- _TASK PROMPT_: Retype exactly the lines that run from the start of the data to the line holding "Task: Extract the", including both, and only those.
++++ DATA LISTING ++++
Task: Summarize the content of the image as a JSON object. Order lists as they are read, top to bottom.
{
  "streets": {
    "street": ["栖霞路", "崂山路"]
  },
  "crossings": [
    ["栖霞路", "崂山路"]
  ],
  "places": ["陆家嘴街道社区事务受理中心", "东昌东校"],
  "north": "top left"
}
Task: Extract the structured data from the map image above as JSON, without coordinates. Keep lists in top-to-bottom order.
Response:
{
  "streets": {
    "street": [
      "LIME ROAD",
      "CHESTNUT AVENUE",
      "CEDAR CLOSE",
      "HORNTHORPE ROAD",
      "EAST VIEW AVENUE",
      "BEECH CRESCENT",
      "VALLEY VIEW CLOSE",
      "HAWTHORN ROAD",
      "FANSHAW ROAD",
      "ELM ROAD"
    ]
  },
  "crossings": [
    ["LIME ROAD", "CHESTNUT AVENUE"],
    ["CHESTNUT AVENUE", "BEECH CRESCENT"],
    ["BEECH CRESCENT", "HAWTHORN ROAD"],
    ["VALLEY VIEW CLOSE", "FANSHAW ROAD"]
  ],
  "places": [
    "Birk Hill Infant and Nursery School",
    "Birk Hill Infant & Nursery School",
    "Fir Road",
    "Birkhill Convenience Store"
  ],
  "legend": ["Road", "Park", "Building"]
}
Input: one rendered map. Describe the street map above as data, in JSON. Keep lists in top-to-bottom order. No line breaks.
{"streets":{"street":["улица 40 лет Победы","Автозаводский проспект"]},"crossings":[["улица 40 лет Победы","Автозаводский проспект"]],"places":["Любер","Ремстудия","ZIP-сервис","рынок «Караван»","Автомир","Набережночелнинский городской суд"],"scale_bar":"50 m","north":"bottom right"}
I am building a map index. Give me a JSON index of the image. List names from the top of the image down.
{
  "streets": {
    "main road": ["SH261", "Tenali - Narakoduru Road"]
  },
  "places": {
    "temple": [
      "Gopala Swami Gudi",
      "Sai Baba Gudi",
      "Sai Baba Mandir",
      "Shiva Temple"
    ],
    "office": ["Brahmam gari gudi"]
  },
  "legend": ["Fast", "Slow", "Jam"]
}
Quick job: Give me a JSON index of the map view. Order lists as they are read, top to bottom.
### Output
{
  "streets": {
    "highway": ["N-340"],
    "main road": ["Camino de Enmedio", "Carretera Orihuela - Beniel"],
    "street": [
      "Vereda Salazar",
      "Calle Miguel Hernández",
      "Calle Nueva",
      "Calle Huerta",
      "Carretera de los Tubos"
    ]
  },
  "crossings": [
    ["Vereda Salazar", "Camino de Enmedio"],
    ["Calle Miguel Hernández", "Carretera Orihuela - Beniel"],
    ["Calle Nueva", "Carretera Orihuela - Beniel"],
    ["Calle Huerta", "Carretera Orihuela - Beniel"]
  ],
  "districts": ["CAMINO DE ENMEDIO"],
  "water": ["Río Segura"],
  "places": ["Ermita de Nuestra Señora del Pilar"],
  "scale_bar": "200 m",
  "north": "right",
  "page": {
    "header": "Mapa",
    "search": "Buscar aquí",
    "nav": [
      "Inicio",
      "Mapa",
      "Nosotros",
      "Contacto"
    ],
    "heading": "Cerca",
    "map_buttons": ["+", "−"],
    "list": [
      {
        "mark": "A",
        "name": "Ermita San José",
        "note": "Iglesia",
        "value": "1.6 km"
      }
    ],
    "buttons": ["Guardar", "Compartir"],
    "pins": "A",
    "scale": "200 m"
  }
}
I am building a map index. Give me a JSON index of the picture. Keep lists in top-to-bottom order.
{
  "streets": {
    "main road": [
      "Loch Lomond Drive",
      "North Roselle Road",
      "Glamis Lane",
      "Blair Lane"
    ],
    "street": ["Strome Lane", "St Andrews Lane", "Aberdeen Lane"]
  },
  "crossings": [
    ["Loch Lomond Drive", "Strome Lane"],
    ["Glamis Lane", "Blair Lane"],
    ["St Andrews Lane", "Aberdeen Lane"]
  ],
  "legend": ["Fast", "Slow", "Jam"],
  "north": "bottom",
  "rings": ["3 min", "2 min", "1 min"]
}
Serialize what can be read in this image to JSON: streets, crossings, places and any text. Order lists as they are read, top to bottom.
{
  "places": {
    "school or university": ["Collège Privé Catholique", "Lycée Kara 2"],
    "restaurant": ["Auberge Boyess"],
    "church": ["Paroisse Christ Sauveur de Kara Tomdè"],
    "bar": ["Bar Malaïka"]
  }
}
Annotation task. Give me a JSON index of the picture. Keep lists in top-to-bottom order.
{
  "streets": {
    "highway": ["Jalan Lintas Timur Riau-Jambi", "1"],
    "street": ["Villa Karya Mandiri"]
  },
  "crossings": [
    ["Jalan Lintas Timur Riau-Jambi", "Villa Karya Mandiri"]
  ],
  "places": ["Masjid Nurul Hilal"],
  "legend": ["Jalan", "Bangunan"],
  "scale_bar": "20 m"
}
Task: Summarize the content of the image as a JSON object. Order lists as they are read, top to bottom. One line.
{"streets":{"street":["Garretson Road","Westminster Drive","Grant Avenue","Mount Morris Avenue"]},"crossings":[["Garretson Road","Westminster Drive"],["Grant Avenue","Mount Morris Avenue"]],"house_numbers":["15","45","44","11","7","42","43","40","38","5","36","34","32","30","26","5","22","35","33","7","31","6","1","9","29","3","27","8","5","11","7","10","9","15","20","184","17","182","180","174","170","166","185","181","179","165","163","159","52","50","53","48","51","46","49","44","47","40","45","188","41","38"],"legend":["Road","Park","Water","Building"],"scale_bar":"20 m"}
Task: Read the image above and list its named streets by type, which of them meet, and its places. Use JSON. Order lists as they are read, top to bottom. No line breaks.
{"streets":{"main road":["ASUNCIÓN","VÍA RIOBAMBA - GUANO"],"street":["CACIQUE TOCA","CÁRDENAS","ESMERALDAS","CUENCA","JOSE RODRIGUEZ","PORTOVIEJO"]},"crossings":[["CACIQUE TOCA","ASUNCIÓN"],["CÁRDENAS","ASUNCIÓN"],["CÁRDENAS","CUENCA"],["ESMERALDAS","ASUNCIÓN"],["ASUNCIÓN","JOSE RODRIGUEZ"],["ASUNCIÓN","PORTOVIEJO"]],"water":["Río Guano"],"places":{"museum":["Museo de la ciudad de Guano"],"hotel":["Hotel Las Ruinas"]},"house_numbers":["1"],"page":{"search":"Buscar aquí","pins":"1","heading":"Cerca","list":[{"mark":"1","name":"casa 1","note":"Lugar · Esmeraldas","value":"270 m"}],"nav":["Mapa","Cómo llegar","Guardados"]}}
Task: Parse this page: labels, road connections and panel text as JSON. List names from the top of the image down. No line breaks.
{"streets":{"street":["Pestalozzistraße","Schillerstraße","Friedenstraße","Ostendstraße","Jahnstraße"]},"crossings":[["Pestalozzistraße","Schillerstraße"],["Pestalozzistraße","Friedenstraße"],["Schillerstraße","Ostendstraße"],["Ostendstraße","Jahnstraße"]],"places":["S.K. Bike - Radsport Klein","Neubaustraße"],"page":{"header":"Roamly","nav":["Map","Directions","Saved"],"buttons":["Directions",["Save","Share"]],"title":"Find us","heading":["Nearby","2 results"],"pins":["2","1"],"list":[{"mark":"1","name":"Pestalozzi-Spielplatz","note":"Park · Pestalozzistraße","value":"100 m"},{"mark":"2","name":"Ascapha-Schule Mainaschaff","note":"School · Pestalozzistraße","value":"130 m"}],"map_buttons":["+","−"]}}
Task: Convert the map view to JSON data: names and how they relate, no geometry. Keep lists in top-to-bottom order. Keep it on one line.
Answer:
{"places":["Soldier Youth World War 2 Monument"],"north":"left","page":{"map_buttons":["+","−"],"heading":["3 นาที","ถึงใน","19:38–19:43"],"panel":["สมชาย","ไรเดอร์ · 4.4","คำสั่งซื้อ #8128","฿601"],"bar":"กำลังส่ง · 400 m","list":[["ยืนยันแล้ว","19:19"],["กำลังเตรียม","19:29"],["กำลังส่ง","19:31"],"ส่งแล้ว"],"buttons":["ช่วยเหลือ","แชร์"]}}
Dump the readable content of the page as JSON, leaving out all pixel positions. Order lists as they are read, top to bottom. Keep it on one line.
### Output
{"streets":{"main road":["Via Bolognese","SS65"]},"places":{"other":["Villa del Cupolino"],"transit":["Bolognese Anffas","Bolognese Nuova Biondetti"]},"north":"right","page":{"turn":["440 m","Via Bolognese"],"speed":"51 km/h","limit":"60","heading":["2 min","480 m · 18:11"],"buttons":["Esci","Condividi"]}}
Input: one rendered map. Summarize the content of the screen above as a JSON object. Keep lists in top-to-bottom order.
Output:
++++
- _EXERCISE ANSWER_:
Task: Summarize the content of the image as a JSON object. Order lists as they are read, top to bottom.
{
  "streets": {
    "street": ["栖霞路", "崂山路"]
  },
  "crossings": [
    ["栖霞路", "崂山路"]
  ],
  "places": ["陆家嘴街道社区事务受理中心", "东昌东校"],
  "north": "top left"
}
Task: Extract the structured data from the map image above as JSON, without coordinates. Keep lists in top-to-bottom order.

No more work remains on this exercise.